REQUIRED WORK: Needed from the data below: all lines that contain the word "aside".

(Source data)
==========
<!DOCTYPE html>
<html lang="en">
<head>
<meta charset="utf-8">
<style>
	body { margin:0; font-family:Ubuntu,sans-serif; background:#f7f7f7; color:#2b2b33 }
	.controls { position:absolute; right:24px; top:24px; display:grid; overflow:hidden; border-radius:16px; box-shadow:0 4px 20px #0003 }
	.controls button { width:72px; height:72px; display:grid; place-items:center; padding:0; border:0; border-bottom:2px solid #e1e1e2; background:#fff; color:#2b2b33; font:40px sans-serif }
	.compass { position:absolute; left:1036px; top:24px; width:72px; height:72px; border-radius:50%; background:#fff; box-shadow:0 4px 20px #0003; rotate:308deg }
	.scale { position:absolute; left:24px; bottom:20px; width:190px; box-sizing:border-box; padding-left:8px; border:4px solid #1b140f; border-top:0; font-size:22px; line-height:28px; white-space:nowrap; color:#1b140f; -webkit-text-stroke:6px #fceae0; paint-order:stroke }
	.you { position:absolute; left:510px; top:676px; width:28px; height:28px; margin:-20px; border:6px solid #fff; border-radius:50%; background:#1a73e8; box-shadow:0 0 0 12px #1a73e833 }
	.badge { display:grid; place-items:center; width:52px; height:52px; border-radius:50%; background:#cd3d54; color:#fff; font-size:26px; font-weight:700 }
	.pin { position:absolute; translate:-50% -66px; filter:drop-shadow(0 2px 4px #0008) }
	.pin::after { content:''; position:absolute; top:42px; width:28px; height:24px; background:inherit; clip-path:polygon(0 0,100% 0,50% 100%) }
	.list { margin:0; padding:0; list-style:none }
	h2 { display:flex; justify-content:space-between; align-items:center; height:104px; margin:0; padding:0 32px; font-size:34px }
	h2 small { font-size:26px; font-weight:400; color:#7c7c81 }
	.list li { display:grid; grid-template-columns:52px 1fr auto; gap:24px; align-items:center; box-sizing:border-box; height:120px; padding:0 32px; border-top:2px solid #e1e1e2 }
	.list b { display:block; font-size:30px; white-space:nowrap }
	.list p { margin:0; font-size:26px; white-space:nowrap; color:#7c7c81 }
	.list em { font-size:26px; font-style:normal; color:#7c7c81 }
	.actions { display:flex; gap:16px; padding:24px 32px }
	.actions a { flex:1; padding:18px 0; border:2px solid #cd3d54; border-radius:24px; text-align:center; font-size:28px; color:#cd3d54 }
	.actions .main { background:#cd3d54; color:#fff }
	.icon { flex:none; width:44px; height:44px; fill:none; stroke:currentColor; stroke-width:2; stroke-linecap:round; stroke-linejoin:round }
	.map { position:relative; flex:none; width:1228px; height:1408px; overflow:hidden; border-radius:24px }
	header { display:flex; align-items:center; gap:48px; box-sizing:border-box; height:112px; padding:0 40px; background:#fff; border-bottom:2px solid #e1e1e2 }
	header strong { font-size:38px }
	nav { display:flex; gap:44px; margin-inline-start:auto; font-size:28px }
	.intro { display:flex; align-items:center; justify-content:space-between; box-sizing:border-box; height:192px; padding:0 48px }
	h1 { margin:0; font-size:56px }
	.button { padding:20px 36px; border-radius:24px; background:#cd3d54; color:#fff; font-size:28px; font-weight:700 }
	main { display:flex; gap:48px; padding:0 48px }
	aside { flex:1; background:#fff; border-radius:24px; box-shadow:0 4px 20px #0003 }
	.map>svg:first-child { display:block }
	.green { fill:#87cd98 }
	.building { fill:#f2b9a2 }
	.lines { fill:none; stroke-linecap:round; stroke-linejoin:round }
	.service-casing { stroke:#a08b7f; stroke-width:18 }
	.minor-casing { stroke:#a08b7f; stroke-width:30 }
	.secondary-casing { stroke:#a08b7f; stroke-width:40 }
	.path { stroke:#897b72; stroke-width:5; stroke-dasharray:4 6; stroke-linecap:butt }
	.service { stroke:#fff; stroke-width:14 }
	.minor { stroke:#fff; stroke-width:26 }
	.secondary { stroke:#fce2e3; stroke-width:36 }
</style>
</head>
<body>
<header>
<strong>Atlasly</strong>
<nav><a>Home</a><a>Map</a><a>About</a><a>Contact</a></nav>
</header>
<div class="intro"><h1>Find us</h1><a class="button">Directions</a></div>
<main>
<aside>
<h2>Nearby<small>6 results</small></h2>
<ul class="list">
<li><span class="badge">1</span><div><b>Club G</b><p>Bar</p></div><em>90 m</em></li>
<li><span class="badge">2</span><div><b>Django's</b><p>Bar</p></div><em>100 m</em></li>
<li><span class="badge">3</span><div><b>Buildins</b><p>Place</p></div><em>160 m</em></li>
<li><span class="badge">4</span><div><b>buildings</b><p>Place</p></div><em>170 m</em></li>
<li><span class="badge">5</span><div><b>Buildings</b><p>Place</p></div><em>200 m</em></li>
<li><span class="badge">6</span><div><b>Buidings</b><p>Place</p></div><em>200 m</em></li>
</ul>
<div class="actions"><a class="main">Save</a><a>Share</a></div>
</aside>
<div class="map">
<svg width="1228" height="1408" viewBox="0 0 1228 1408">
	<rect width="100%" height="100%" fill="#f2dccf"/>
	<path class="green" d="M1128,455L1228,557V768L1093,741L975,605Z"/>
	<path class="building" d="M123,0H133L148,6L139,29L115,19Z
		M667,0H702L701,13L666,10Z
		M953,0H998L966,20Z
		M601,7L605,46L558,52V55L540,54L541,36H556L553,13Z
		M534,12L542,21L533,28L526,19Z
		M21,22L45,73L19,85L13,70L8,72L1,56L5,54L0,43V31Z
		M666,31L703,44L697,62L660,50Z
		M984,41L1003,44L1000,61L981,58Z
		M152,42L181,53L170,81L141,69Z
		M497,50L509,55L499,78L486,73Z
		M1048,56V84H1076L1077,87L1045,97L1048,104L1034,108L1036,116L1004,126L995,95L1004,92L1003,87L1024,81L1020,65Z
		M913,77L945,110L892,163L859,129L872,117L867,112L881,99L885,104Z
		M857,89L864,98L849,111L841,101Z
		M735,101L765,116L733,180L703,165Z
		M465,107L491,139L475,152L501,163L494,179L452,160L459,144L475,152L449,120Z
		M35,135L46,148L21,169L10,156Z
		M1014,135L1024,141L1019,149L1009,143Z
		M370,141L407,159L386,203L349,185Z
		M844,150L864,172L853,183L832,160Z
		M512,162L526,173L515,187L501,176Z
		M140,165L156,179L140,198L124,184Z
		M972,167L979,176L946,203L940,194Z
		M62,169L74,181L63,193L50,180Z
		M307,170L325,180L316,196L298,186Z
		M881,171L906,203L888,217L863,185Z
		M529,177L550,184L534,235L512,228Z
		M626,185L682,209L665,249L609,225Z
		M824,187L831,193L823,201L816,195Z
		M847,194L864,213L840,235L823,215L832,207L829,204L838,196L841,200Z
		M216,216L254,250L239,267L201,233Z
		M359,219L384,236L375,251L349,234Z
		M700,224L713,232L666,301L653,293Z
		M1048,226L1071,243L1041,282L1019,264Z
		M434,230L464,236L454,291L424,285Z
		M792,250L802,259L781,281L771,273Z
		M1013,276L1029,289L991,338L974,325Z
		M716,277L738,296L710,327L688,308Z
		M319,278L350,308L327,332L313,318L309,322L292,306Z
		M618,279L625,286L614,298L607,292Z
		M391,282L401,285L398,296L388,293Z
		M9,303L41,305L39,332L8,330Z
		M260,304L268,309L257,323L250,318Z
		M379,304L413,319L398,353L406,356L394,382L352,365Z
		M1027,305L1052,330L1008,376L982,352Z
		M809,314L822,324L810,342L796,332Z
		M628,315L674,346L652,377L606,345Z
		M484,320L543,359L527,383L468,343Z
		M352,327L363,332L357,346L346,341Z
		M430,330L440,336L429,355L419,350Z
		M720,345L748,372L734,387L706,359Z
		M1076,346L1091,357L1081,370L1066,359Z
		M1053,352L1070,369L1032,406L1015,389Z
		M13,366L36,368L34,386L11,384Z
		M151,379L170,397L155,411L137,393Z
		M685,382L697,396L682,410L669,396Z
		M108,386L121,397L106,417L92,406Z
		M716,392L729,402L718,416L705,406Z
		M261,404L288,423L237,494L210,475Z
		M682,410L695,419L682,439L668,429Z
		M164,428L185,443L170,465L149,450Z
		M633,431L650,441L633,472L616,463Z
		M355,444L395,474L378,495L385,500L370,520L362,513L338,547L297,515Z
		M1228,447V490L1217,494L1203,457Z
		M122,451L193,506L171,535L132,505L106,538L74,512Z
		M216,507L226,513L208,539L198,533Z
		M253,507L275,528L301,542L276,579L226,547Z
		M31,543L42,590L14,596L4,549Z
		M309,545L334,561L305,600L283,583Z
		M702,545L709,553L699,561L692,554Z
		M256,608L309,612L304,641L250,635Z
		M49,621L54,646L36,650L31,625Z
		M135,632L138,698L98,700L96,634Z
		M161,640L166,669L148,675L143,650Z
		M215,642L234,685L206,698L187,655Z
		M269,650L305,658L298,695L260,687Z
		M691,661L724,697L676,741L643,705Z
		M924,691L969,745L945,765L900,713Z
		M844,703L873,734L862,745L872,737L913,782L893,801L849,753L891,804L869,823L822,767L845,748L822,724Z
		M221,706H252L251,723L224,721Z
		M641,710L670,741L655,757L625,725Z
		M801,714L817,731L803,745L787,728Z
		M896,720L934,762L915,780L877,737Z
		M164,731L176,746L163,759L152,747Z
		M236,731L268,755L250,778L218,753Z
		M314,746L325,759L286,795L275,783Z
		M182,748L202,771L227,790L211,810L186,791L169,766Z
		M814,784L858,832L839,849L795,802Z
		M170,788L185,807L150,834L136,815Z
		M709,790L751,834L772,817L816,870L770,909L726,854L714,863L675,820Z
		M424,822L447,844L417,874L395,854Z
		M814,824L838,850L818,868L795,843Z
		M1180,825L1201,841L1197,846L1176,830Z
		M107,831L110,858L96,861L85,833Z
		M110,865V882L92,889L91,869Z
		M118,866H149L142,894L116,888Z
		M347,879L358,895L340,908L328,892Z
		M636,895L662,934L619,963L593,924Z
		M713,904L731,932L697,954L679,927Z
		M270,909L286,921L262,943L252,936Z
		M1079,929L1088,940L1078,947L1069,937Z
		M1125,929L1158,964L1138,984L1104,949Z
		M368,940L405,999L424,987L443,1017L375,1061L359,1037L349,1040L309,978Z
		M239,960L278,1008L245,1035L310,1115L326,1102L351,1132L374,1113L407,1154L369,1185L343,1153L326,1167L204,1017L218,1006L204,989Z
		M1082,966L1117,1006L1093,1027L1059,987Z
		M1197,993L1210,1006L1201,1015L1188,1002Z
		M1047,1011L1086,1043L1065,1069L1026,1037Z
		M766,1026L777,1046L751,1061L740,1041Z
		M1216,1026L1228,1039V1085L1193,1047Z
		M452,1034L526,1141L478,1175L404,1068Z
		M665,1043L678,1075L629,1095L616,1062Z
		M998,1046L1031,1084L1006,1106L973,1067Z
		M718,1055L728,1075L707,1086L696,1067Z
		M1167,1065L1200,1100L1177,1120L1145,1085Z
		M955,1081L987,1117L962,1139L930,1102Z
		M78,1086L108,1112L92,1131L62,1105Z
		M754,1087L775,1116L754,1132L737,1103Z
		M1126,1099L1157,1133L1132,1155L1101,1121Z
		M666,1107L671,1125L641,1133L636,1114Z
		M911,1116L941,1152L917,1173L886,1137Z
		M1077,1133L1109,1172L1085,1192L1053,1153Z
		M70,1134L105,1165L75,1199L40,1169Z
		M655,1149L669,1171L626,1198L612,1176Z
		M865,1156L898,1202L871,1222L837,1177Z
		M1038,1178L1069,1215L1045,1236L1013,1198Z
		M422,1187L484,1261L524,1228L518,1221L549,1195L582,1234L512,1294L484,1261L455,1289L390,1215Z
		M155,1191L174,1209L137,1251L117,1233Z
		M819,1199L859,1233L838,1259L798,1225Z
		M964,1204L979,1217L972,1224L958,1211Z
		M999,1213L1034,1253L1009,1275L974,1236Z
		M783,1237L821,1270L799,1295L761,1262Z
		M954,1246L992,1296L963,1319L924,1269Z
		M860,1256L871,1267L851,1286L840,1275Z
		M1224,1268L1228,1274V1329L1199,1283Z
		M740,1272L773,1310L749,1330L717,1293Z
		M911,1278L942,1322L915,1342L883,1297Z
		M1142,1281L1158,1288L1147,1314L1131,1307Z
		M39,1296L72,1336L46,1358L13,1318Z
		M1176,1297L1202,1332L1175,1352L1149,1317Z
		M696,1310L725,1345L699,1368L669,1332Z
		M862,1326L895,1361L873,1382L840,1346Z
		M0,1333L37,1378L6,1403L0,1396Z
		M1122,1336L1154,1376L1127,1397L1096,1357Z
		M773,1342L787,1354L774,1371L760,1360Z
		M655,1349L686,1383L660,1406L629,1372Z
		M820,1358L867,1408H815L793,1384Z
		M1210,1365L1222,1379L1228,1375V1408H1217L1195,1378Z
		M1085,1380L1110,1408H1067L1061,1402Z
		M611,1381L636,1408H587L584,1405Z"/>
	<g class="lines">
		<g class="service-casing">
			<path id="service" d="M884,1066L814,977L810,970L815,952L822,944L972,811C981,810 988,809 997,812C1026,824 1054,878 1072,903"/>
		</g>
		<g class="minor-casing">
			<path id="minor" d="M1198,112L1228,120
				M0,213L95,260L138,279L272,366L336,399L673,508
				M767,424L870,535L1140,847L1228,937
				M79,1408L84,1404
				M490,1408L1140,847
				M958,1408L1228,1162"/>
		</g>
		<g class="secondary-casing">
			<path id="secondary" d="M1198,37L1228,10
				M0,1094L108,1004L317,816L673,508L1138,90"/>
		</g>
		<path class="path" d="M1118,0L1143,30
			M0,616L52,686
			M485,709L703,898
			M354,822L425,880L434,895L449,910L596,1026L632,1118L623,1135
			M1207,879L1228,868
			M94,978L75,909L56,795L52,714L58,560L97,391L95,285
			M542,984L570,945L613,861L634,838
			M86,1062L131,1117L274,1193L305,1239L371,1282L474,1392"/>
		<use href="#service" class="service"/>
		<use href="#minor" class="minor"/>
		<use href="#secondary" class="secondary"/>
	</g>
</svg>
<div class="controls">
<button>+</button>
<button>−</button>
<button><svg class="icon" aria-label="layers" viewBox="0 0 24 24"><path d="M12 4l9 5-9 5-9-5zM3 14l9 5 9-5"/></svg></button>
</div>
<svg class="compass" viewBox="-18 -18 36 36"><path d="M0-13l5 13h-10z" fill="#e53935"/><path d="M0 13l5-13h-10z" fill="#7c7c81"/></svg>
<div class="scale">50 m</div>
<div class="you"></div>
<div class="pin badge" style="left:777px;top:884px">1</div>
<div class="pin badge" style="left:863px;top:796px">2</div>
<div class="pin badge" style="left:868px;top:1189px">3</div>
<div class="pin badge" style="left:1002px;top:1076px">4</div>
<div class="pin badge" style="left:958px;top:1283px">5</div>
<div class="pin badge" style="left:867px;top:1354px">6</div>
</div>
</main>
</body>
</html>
==========
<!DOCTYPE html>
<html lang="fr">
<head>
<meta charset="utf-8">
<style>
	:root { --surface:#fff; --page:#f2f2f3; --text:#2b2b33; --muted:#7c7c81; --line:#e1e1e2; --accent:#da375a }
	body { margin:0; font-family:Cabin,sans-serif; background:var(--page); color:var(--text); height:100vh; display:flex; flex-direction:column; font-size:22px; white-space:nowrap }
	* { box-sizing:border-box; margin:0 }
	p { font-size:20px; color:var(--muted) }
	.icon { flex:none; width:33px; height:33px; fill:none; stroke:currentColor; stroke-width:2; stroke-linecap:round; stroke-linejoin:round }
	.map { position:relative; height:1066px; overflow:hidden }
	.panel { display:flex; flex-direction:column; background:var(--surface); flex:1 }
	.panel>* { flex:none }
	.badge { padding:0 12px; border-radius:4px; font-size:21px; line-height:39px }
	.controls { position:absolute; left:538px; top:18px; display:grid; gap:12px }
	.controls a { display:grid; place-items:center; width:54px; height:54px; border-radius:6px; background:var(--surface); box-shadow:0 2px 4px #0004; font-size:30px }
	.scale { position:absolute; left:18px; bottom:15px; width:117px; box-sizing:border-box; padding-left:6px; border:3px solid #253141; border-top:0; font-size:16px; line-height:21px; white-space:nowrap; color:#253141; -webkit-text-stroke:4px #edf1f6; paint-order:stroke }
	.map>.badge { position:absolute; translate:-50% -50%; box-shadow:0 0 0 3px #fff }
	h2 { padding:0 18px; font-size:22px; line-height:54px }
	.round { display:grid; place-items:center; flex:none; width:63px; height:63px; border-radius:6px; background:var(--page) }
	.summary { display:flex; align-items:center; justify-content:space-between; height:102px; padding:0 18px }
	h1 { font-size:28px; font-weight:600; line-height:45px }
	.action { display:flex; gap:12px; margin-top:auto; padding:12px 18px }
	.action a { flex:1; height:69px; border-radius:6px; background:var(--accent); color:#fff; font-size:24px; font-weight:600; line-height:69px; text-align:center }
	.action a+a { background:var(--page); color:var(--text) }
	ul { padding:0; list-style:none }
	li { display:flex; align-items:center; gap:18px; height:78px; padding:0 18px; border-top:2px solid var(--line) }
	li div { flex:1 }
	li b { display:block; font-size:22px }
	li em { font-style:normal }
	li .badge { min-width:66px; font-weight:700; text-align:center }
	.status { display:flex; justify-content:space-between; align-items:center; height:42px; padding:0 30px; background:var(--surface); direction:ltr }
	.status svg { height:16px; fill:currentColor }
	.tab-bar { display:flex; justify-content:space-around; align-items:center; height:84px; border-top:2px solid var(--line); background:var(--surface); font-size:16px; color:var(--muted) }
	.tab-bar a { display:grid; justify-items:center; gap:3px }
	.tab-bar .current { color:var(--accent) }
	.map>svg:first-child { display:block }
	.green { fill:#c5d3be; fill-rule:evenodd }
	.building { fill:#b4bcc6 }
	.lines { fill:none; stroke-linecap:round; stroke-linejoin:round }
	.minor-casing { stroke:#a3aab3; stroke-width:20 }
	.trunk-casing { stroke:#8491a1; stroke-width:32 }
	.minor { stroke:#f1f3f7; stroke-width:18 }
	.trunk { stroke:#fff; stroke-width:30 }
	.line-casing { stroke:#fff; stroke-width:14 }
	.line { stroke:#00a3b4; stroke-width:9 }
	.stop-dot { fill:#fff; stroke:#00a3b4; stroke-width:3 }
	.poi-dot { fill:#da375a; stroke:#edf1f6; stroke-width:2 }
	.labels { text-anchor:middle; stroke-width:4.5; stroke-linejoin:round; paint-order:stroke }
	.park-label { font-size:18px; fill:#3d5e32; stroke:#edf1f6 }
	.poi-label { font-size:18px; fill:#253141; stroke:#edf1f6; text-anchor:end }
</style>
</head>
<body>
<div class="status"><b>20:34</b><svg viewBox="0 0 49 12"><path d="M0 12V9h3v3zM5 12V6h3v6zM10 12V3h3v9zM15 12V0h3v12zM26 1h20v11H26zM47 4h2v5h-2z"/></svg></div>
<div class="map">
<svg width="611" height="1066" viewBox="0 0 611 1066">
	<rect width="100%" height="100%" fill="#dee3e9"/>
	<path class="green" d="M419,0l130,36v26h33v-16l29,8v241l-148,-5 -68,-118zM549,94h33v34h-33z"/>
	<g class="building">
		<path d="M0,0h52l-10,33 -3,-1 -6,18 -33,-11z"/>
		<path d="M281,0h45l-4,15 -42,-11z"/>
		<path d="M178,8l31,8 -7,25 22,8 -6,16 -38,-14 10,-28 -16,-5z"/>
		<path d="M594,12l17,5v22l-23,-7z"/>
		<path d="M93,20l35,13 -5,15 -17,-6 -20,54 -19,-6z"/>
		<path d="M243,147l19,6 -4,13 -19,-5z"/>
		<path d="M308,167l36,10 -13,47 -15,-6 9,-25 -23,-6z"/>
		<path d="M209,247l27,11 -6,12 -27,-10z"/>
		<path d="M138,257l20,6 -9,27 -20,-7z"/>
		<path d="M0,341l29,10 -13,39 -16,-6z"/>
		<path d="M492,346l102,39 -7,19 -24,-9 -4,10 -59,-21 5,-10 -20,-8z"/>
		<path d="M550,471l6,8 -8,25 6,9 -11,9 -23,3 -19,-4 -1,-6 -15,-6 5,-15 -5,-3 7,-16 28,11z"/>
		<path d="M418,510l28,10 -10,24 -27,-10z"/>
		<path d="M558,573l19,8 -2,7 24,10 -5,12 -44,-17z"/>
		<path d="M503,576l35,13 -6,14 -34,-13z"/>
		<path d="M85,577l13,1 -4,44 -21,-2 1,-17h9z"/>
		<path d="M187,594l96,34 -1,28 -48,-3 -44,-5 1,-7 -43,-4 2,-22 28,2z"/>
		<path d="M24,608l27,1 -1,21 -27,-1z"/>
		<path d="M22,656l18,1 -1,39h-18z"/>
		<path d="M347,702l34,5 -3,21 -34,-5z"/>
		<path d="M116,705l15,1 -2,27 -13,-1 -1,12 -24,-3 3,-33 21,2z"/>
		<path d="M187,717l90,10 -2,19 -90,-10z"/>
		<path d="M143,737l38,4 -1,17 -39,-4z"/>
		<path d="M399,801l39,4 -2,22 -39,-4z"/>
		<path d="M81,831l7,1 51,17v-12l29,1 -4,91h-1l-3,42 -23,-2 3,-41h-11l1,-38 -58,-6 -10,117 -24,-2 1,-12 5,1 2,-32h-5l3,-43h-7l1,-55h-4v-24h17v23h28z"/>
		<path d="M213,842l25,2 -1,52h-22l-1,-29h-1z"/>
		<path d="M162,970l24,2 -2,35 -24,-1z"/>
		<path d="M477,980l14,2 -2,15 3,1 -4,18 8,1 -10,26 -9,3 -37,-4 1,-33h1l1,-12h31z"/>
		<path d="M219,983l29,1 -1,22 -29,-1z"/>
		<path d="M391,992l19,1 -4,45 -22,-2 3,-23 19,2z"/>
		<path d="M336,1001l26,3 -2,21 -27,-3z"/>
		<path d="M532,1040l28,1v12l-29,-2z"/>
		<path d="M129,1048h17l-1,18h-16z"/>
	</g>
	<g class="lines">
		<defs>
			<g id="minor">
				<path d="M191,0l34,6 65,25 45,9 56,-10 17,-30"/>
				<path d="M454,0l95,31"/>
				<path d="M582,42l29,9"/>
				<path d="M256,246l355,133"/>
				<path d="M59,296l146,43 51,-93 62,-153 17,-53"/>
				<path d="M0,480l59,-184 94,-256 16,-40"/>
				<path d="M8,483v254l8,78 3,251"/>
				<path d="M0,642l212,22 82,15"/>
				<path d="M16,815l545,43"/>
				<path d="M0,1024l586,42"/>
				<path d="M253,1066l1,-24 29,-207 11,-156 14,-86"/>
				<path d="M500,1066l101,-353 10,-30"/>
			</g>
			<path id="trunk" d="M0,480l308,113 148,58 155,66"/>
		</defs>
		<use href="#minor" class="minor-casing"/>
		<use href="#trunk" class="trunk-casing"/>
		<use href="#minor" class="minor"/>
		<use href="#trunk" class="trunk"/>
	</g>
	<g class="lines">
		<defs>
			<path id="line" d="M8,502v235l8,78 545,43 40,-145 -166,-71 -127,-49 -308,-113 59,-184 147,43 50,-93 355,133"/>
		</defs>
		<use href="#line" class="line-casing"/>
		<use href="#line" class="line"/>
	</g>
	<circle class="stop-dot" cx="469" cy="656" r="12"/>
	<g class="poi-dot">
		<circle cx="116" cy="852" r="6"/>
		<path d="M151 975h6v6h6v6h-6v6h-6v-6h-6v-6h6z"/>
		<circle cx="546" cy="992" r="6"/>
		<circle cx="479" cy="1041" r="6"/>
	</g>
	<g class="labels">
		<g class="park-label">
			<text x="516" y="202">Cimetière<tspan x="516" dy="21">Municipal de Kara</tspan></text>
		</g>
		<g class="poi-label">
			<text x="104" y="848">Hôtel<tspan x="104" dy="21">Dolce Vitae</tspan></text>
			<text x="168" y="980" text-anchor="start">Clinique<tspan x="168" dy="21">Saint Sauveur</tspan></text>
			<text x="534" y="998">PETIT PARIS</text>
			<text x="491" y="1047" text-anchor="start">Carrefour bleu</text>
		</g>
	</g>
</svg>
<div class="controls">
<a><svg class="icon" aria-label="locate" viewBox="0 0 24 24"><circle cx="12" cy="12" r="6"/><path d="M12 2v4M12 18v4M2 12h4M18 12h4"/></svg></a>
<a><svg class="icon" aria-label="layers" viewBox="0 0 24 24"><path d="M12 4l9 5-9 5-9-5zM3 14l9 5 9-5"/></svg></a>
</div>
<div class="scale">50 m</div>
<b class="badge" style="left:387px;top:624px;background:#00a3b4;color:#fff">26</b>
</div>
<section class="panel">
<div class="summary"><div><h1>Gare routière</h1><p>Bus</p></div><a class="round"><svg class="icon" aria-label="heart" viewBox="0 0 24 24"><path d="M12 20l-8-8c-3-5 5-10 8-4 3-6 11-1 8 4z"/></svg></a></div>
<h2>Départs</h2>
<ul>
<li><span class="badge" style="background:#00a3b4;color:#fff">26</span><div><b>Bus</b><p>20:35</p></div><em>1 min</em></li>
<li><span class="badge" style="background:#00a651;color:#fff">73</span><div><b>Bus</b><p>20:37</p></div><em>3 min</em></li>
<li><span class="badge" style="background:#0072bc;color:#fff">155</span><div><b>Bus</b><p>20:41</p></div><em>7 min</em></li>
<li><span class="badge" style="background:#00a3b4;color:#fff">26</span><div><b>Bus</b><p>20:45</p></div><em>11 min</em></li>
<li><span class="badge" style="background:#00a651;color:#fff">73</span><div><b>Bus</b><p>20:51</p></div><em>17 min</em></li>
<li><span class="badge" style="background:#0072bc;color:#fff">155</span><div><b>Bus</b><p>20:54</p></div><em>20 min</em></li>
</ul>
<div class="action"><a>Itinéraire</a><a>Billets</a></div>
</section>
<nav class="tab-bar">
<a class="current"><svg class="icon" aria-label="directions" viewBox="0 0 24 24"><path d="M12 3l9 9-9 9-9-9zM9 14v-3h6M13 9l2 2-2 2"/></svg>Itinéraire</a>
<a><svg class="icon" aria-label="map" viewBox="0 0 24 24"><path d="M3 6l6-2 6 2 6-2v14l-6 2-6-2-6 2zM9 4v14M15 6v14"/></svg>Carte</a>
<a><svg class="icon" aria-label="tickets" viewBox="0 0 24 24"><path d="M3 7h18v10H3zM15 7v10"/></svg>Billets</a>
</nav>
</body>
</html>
==========
ANSWER TO THIS TASK:
	aside { flex:1; background:#fff; border-radius:24px; box-shadow:0 4px 20px #0003 }
<aside>
</aside>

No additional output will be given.